There was no denying her on Wednesday.

Winchester, who picked up wrestling a decade ago as a high school junior, became the first American to earn a medal at the worlds in Kazakhstan this week. And it was gold.

She came back to beat Japanese Nanami Irie 5-3 in the final of the 55kg division, a weight class that is not on the Olympic program. Winchester must move to 53kg or 57kg next year.

But for now she can celebrate quite a journey. At 26, she’s one of the older wrestlers to become a first-time world champion. She believed she had what it took last year, when a reversed call kept her from the final and she subsequently lost a bronze-medal match.

Winchester, who has problems sleeping, said she replayed the end of that semifinal in her head ever since.

“There’s no reason why I should have gotten beat,” she said Wednesday. “Clearly I have what I need on the mat. I just need to change my mindset. … Just knowing you’re the best, pushing yourself and not letting anything get to me.”

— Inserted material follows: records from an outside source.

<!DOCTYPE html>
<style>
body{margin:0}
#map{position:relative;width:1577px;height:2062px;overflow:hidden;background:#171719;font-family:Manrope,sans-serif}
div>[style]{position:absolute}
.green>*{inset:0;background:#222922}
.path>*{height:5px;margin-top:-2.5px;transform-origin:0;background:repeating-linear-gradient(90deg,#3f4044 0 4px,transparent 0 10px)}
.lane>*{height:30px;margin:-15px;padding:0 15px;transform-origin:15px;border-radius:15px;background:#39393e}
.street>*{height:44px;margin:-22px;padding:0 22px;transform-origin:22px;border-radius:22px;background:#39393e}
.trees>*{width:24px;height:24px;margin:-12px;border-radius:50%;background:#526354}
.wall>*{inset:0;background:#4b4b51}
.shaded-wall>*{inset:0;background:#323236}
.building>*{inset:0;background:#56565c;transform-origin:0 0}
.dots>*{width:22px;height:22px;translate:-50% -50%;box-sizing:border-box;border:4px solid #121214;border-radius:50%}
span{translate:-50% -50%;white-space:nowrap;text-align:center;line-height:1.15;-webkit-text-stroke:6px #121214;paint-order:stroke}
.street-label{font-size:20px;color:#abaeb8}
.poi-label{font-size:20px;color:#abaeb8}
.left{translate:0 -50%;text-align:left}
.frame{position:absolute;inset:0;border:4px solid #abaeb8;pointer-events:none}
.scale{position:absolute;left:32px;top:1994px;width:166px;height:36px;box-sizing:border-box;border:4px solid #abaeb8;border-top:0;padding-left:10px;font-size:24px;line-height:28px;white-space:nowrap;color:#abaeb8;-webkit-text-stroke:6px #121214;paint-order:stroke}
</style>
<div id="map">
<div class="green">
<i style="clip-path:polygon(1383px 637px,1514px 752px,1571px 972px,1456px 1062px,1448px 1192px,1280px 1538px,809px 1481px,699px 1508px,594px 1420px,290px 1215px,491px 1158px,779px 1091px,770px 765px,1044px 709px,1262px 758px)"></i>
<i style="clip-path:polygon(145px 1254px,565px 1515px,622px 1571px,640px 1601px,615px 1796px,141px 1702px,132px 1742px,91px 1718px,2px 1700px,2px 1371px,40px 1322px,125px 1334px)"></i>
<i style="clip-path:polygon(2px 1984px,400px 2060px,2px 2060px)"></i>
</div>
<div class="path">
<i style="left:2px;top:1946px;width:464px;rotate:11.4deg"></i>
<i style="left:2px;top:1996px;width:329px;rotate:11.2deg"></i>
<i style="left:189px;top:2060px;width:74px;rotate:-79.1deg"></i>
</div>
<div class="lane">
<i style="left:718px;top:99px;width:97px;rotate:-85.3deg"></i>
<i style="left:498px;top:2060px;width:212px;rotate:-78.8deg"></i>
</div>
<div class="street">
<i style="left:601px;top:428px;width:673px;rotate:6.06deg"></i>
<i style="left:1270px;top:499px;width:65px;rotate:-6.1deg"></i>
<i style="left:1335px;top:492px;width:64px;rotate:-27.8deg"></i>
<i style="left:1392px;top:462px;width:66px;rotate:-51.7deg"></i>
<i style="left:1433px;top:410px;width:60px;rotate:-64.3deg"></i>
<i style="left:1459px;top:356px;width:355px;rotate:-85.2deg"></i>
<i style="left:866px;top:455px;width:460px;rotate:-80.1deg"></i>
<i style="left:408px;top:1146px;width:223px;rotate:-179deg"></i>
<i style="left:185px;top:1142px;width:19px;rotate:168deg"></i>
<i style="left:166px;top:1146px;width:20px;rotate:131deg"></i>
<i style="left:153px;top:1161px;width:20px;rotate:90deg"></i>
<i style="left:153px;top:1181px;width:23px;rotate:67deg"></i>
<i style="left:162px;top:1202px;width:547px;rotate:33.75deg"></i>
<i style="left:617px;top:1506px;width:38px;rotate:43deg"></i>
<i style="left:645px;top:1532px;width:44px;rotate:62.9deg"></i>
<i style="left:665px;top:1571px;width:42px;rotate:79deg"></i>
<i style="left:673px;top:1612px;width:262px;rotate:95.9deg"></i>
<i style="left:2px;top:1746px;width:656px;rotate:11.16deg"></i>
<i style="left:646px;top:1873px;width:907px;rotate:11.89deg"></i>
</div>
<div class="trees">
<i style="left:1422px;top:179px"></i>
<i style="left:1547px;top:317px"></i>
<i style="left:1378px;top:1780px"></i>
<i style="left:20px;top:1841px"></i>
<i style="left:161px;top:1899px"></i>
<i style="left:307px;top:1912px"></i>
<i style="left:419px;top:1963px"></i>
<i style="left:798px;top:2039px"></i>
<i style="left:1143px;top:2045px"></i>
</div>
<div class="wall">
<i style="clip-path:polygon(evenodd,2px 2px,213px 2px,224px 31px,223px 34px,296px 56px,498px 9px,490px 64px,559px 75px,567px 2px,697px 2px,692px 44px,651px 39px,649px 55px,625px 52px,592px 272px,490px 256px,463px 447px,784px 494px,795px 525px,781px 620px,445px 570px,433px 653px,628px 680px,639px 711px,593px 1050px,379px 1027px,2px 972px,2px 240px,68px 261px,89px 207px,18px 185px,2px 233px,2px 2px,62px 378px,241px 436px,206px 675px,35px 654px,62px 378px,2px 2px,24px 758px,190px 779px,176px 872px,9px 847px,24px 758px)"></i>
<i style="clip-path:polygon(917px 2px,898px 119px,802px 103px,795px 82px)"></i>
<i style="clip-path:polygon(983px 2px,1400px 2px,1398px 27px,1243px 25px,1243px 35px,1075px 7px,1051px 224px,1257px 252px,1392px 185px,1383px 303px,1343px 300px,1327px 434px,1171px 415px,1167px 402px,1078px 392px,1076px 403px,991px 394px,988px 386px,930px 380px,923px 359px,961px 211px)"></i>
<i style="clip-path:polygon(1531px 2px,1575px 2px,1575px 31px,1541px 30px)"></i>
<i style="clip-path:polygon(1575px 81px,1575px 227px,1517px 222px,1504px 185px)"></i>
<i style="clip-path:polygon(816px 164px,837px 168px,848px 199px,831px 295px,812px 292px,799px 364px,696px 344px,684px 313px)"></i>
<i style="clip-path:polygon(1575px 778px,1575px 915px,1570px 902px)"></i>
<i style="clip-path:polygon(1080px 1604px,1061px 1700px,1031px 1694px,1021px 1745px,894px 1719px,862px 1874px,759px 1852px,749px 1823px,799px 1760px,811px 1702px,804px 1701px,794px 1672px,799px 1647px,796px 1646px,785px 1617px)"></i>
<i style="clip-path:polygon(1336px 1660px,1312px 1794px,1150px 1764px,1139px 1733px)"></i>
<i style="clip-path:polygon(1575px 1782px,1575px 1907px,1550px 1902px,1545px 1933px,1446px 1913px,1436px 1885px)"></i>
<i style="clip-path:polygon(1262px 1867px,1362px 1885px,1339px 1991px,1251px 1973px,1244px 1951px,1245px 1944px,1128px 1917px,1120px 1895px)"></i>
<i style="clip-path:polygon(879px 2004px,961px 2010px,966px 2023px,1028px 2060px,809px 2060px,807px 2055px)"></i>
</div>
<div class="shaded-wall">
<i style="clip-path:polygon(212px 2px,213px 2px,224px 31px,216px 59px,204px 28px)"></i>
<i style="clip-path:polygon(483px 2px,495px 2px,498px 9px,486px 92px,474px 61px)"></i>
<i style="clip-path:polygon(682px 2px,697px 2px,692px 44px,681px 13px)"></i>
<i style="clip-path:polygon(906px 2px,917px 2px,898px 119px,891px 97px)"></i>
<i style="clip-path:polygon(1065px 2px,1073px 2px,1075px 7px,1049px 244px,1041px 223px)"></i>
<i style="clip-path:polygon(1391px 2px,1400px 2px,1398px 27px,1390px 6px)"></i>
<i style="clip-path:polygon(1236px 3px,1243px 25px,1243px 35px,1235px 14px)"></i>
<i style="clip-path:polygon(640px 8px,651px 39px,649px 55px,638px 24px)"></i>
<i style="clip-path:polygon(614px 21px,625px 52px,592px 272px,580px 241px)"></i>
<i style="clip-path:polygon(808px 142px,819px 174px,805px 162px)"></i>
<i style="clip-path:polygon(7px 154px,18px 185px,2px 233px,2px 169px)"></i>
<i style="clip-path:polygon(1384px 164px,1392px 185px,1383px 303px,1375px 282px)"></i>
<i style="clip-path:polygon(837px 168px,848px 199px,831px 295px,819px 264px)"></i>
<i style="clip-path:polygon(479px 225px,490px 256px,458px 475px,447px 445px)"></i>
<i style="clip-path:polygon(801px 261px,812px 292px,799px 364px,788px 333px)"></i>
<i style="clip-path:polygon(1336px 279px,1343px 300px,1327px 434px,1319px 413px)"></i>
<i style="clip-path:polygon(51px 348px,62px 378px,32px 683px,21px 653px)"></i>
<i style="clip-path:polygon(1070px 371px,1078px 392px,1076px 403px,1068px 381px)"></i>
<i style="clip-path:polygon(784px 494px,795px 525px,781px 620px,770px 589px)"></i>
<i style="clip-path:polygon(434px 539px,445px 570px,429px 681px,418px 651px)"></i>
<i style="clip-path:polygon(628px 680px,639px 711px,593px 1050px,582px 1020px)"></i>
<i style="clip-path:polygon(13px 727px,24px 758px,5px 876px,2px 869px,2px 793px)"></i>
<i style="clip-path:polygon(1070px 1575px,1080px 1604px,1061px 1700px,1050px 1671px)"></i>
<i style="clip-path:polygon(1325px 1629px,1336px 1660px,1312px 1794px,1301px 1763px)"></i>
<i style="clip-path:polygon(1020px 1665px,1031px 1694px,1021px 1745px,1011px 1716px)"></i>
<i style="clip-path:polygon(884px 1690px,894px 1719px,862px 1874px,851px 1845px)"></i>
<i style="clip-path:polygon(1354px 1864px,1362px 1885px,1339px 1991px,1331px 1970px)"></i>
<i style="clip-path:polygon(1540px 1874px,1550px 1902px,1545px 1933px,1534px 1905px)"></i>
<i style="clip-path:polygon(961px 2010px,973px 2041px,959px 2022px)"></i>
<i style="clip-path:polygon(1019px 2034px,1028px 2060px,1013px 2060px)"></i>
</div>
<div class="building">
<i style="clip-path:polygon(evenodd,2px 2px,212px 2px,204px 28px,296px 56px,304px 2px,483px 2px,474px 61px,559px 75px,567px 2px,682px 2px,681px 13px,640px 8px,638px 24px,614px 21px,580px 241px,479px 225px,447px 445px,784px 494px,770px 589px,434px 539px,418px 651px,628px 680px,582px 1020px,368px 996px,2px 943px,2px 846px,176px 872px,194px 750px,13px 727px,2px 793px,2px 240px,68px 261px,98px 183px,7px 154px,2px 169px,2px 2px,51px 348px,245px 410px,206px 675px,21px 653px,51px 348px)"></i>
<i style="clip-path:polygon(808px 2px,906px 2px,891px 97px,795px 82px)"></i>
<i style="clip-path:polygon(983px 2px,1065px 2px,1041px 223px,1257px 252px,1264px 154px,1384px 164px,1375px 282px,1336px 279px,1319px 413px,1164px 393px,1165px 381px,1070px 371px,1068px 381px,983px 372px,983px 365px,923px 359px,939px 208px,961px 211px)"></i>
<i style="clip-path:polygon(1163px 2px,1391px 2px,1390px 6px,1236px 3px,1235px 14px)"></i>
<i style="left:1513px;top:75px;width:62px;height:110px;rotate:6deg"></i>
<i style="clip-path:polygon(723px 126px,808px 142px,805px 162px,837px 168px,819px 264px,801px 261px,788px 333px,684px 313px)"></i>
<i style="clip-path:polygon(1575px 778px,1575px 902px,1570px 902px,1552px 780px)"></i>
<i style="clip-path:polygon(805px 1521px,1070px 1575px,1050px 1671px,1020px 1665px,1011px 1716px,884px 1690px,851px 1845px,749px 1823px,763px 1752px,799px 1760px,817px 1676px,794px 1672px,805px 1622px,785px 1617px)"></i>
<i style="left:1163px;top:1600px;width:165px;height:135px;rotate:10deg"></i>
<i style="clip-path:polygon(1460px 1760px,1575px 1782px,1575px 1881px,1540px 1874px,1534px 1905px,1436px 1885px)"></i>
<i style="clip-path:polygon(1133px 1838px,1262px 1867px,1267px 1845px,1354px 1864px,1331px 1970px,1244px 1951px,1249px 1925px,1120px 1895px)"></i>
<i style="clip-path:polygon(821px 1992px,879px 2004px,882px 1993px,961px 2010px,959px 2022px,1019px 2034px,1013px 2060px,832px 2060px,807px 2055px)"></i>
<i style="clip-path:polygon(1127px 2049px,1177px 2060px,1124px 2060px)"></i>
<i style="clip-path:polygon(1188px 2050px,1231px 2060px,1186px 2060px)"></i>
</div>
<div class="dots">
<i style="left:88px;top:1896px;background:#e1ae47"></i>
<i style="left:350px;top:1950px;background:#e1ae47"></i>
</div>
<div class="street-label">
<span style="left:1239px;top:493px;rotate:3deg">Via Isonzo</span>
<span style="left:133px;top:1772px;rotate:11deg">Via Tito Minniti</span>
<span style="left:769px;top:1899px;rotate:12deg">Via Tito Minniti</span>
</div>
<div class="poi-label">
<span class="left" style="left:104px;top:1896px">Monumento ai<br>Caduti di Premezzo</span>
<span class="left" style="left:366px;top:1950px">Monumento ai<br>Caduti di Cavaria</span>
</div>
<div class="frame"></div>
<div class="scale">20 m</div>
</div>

That helped in Tuesday’s semifinals, where Winchester said her Turkish opponent bit her, pulled her hair and twisted her fingers. Winchester, who grew up in the Oakland, Calif., area, said that when she started wrestling she had no Olympic goals.

“I had a mindset of I’m not a quitter,” she said.

Earlier Wednesday, Adeline Gray reached Thursday’s 76kg final, where she will try to become the first American to earn five world titles.